As much as I enjoy GBA programming, I didn't end up finishing many projects on it. I made a Magic the Gathering life counter which I used extensively myself while playing magic, and a simple classic-style tetris game to avoid having to carry the bulky original tetris cartridge with me (I don't like any of the more modern tetris variants I tried).

Posts: 7

I'm Nikku4211.

I've played several retro video game systems through hand-me-downs from my parents and older brother. This includes, GB, GBC, GBA, DS, SNES, NES, Mega Drive, Dreamcast, PS2, PS1, and early CD-ROM Windows games.

I started programming in QBASIC on DOSBox back in 2013 when I was 10. I then started learning a bit of 65816 assembly, and then started learning HTML, CSS, and Javascript, and then learned more 65816 assembly, and then learned C. I later took a high school course on Python, and a college course on more Python as well as C++ before dropping out of college. I then brushed up on some 2A03 assembly (which landed me an actual online job with Something Nerdy Studios) and now I'm getting into coding on the GBA for the first time.

I've tried a bit of Butano, and I am currently trying SDK-Seven.

I also draw pixel art and make tracker music. I'm really interested in using the GBA like a 6-channel system, like a GB but with 2 extra PCM channels, I personally prefer that over softmixing.

Posts: 18

Around the internet, I go by just e9. That's not my legal name but it's good enough right?

Growing up in the 90s to 2000s, my Game Boy was my oldest friend and constant companion. It never betrayed or threatened me, and I could always find a new world to explore or challenge to conquer when I'd otherwise be sitting on my hands at the dentist office or riding the bus. Pokemon made up 90% of my playtime back then.

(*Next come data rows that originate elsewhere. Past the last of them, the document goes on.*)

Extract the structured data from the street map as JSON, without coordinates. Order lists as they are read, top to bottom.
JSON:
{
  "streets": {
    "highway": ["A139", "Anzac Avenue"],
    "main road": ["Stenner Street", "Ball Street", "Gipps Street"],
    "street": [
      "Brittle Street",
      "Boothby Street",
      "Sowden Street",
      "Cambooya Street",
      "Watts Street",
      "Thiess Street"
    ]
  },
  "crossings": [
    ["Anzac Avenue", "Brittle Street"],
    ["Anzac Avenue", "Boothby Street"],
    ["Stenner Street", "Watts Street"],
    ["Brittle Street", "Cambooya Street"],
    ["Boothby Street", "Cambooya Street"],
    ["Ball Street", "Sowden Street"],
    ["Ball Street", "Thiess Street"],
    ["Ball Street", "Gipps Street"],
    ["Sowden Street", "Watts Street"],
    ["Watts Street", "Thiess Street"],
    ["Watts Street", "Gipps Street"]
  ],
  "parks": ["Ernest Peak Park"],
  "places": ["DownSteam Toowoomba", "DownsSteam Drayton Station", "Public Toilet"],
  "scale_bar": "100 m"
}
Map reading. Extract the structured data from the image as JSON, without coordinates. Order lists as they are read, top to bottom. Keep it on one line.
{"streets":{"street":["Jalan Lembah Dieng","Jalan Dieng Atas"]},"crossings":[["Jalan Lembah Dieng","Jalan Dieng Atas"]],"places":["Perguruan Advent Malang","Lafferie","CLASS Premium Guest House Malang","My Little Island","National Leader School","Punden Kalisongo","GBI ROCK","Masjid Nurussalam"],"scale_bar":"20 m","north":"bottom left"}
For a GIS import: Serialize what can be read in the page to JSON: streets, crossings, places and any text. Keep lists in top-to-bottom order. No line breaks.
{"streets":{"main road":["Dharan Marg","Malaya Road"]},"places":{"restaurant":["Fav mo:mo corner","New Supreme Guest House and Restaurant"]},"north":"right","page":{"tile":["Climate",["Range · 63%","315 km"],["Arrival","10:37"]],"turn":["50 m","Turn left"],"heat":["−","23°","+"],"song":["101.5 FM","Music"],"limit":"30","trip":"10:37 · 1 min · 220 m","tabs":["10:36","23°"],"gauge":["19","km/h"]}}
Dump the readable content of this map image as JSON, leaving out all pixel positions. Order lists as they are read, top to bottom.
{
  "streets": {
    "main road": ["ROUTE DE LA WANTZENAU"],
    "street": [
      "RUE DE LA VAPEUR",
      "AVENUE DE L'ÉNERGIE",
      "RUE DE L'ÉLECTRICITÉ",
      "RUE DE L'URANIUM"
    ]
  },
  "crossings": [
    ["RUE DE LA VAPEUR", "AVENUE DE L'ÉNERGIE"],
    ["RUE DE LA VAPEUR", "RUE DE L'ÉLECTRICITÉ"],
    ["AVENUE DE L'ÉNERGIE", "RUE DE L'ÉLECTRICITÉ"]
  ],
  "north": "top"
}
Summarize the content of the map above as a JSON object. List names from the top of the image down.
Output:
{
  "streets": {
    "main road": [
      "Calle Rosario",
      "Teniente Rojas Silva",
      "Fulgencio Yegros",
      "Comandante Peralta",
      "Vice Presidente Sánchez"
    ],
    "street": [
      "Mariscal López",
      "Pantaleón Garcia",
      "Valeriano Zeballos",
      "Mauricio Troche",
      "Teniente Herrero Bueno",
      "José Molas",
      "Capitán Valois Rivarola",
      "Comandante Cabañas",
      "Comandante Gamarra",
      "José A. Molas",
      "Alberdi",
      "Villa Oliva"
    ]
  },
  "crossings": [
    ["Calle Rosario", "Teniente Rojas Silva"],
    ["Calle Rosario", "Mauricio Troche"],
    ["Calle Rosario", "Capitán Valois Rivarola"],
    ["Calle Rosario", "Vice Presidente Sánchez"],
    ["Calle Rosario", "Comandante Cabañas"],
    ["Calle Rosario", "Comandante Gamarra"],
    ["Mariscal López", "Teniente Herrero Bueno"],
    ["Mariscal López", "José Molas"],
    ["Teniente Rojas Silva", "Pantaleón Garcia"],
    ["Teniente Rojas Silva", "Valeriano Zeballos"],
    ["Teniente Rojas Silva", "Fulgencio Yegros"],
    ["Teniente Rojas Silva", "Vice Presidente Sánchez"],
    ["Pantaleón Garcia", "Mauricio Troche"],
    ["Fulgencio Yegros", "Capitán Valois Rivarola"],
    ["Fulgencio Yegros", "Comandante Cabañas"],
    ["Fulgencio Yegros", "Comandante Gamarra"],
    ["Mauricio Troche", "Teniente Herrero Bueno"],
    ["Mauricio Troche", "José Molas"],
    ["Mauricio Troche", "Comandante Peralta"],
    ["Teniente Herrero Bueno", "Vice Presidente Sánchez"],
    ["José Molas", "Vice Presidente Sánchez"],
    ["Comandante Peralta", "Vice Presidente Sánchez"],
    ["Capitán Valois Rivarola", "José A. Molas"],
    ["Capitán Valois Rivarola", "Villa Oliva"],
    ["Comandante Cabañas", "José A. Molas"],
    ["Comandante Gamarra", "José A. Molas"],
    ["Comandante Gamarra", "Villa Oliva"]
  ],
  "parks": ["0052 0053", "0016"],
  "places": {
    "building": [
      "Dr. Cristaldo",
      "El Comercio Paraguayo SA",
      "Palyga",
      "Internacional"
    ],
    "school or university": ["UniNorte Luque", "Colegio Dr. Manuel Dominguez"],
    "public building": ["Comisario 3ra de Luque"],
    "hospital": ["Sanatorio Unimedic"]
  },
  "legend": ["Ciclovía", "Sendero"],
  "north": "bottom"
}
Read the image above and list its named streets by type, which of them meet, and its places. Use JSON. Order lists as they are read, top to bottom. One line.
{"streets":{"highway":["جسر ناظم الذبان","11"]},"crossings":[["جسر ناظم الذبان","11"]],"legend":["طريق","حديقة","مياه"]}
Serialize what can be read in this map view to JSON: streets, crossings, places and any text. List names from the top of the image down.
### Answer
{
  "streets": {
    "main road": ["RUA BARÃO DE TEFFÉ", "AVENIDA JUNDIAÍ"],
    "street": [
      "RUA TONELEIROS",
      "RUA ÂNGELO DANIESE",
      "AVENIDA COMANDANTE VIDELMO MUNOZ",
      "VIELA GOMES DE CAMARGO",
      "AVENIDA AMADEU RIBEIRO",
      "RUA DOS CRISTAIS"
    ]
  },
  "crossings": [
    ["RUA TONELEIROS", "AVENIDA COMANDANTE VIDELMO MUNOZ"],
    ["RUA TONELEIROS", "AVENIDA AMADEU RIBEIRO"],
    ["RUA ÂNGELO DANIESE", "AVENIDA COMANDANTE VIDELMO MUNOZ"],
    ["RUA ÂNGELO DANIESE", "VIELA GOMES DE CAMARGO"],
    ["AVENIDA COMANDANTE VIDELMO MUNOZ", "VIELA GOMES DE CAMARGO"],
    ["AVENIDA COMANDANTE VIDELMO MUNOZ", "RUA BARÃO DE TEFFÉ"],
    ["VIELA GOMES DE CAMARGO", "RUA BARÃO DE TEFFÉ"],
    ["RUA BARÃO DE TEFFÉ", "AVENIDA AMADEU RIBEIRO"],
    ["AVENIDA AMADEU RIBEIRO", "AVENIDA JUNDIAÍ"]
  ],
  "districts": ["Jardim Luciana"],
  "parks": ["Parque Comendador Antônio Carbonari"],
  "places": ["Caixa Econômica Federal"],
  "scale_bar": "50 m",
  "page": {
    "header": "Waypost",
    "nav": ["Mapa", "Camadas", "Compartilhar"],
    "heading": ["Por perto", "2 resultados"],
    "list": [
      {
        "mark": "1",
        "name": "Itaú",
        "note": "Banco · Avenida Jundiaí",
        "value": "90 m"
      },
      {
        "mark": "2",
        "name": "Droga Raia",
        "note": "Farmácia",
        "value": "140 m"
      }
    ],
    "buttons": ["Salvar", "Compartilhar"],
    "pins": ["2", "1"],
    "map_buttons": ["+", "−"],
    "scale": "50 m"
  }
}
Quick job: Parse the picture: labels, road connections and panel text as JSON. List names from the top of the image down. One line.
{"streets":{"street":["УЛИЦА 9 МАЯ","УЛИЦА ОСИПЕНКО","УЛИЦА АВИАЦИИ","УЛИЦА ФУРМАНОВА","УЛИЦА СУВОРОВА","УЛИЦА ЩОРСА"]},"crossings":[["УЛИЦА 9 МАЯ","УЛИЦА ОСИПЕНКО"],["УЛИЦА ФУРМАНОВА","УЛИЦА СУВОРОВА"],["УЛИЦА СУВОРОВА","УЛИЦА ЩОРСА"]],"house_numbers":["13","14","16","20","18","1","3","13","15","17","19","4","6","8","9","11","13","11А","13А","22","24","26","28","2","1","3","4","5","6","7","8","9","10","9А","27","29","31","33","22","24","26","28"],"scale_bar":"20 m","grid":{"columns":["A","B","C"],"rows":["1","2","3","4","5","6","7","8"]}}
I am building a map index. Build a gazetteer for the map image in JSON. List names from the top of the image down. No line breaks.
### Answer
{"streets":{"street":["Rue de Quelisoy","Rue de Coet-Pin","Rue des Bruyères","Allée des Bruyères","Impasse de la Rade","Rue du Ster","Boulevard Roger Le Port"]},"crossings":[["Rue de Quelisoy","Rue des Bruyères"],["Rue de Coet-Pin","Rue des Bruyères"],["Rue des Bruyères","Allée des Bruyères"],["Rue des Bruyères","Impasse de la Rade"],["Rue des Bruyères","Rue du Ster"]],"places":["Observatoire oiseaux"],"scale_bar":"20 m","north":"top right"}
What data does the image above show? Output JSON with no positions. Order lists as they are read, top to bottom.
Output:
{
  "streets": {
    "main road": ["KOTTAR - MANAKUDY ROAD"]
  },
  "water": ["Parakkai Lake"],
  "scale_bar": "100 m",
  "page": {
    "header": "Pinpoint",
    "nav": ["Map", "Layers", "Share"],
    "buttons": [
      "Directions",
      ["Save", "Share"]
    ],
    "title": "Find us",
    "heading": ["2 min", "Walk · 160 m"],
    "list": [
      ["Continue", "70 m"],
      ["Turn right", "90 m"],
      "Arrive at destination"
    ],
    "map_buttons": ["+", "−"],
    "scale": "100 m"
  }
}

Since computers and the internet were blowing up and revolutionizing daily life around that time, I learned a great deal about software and played a ton of early FPS games whenever I could. This included installing Doom on every school computer I possibly could and being a thorn in my sysadmin's side.

I'm currently learning all I possibly can to make weird projects using a Doom engine source port that's changed hands multiple times, most notably ported from PC to the GBA by Doomhack. My fork is called Tantalus, named after a Greek mythological figure cursed to have his desires just out of reach. It's a mess, but it's fun.